# TXPipe Tutorial

## 1. Introduction

**TXPipe** is the DESC pipeline to perform *3×2pt* measurements, and it has been extended to support cluster cosmology analyses.  
It is built on top of **Ceci**, which organizes pipelines as sequences of smaller tasks called *stages*.  

Each stage is defined as a `PipelineStage`, a Python class with:
- **Inputs** and **outputs** (declared up front).
- A **configuration dictionary** with options.
- A **`run` method** where the actual computation happens.

To run pipelines, we use two YAML configuration files:
- **Pipeline config (`pipeline_config.yml`)**: defines which stages to run, input files, output directory, parallelization, etc.
- **Stage config (`stage_config.yml`)**: defines the parameters for each stage.

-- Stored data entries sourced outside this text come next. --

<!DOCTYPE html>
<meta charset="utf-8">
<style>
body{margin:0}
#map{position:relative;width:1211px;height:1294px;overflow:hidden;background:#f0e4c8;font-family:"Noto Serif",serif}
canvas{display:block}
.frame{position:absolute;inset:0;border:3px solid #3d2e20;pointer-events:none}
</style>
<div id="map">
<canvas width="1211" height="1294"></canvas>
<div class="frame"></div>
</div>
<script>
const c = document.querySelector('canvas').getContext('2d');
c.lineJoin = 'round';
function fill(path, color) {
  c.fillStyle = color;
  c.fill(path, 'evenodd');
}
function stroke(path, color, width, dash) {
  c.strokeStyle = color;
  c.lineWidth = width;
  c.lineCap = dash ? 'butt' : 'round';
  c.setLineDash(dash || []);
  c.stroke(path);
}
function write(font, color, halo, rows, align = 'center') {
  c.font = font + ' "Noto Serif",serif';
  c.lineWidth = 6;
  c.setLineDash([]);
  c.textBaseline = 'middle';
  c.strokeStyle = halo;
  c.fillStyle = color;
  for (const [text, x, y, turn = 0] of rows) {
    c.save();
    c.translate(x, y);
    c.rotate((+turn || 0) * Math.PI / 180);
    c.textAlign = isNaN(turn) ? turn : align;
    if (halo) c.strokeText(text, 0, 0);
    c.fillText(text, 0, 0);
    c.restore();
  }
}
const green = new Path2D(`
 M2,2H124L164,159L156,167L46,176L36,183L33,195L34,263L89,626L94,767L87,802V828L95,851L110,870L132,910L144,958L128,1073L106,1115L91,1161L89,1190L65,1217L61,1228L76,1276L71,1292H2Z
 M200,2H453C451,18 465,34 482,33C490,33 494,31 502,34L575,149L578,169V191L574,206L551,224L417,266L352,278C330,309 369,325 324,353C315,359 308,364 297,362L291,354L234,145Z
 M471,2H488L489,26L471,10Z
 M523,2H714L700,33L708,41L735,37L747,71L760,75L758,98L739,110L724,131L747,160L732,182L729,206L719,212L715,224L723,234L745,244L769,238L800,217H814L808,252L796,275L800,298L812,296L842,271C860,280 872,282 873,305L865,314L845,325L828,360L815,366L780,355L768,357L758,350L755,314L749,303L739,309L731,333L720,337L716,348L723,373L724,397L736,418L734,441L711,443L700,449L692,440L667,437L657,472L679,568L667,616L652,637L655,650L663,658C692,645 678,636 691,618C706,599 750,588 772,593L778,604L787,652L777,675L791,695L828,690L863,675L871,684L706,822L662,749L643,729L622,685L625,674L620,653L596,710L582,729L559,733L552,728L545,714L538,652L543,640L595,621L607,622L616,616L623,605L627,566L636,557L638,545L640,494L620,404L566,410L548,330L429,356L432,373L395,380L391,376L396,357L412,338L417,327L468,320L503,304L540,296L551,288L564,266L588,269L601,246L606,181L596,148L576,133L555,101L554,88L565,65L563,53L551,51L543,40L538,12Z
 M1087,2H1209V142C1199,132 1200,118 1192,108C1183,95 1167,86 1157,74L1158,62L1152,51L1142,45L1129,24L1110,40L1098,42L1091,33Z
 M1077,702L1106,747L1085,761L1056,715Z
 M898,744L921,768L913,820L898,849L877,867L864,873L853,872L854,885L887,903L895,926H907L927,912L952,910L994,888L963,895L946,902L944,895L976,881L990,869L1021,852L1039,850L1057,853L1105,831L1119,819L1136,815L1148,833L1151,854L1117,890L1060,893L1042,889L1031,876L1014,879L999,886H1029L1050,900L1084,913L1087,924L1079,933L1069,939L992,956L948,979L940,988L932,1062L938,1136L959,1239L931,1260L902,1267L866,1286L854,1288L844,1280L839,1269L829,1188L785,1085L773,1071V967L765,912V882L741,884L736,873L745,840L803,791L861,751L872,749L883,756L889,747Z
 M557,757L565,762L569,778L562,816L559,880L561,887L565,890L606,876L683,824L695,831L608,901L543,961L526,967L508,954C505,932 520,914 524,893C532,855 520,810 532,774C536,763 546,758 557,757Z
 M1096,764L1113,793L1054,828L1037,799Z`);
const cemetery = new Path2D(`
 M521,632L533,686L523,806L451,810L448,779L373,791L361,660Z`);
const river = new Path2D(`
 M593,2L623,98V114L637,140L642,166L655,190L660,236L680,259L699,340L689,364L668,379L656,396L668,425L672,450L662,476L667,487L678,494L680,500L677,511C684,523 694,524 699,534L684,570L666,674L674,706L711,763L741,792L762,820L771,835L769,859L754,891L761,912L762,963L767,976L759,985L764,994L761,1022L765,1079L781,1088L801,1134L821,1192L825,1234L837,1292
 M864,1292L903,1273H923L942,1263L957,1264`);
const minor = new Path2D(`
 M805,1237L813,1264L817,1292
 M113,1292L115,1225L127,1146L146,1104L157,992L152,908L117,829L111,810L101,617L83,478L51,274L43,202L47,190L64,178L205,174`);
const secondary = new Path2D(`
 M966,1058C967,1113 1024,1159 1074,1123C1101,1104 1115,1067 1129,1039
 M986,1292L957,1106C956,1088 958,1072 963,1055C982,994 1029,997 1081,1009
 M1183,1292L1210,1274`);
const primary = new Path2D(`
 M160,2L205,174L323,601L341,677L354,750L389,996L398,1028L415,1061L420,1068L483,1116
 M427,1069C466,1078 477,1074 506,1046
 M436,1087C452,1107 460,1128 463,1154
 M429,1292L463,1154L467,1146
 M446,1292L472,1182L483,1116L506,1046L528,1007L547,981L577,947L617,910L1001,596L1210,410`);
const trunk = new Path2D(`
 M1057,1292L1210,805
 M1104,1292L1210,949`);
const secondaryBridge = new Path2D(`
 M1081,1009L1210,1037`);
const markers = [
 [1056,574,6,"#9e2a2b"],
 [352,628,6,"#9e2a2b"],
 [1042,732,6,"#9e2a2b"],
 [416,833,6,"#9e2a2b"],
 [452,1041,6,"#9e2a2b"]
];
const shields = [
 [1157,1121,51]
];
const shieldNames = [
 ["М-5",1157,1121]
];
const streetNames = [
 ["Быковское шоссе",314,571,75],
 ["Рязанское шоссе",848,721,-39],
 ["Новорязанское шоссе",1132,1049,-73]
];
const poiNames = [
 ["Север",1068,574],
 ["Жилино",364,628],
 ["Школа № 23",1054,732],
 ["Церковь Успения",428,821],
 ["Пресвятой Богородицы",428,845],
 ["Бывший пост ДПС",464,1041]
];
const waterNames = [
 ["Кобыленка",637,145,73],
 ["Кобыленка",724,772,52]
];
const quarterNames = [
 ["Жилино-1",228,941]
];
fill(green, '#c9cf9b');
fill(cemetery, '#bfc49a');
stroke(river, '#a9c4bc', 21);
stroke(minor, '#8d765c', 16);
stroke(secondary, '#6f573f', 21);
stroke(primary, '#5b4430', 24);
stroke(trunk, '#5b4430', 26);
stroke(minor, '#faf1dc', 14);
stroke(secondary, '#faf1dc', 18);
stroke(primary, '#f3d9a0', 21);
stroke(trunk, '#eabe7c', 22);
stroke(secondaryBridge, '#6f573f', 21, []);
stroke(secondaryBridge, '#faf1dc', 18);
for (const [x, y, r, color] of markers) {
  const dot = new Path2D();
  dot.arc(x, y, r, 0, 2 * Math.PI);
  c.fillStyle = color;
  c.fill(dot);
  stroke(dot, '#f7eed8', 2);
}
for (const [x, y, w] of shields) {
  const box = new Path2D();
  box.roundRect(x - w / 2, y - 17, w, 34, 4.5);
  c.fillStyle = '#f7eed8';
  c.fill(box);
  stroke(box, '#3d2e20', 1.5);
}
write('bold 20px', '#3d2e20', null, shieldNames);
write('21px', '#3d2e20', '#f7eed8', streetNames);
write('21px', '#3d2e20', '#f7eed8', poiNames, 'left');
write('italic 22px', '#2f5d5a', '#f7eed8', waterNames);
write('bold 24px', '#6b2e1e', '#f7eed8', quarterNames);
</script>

Let’s look at them step by step.


In [1]:
import sys
from pprint import pprint
import os
import ceci
txpipe_dir = "/global/homes/e/edujb/TXPipe"
sys.path.append(txpipe_dir)
import txpipe
import h5py  
import matplotlib.pyplot as plt  
from pprint import pprint
import yaml

  from pkg_resources import DistributionNotFound


## 2. Pipeline Configuration

In [2]:
config_yaml = yaml.safe_load(open("pipeline_config.yml"))
pprint(config_yaml)


{'config': './stage_config.yml',
 'inputs': {'calibration_table': '/global/cfs/projectdirs/lsst/groups/CL/cl_pipeline_project/TXPipe_data/cosmodc2/20deg2/sample_cosmodc2_w10year_errors.dat',
            'cluster_catalog': '/global/cfs/projectdirs/lsst/groups/CL/cl_pipeline_project/TXPipe_data/cosmodc2/20deg2/cluster_catalog.hdf5',
            'fiducial_cosmology': '/global/cfs/projectdirs/lsst/groups/CL/cl_pipeline_project/TXPipe_data/cosmodc2/fiducial_cosmology.yml',
            'shear_catalog': '/global/cfs/projectdirs/lsst/groups/CL/cl_pipeline_project/TXPipe_data/cosmodc2/20deg2/shear_catalog.hdf5',
            'source_photoz_pdfs': '/global/cfs/projectdirs/lsst/groups/CL/cl_pipeline_project/TXPipe_data/cosmodc2/20deg2/photoz_pdfs.hdf5',
            'spectroscopic_catalog': '/global/cfs/projectdirs/lsst/groups/CL/cl_pipeline_project/TXPipe_data/cosmodc2/20deg2/spectroscopic_catalog.hdf5'},
 'launcher': {'interval': 0.5, 'name': 'mini'},
 'log_dir': './logs',
 'modules': 'txpipe rai

This file contains **general pipeline settings**:
- Where outputs are written.
- Number of tasks for parallelization.
- Which stages to run (e.g. `TXSourceSelectorMetadetect`, `BPZliteEstimator`, etc.).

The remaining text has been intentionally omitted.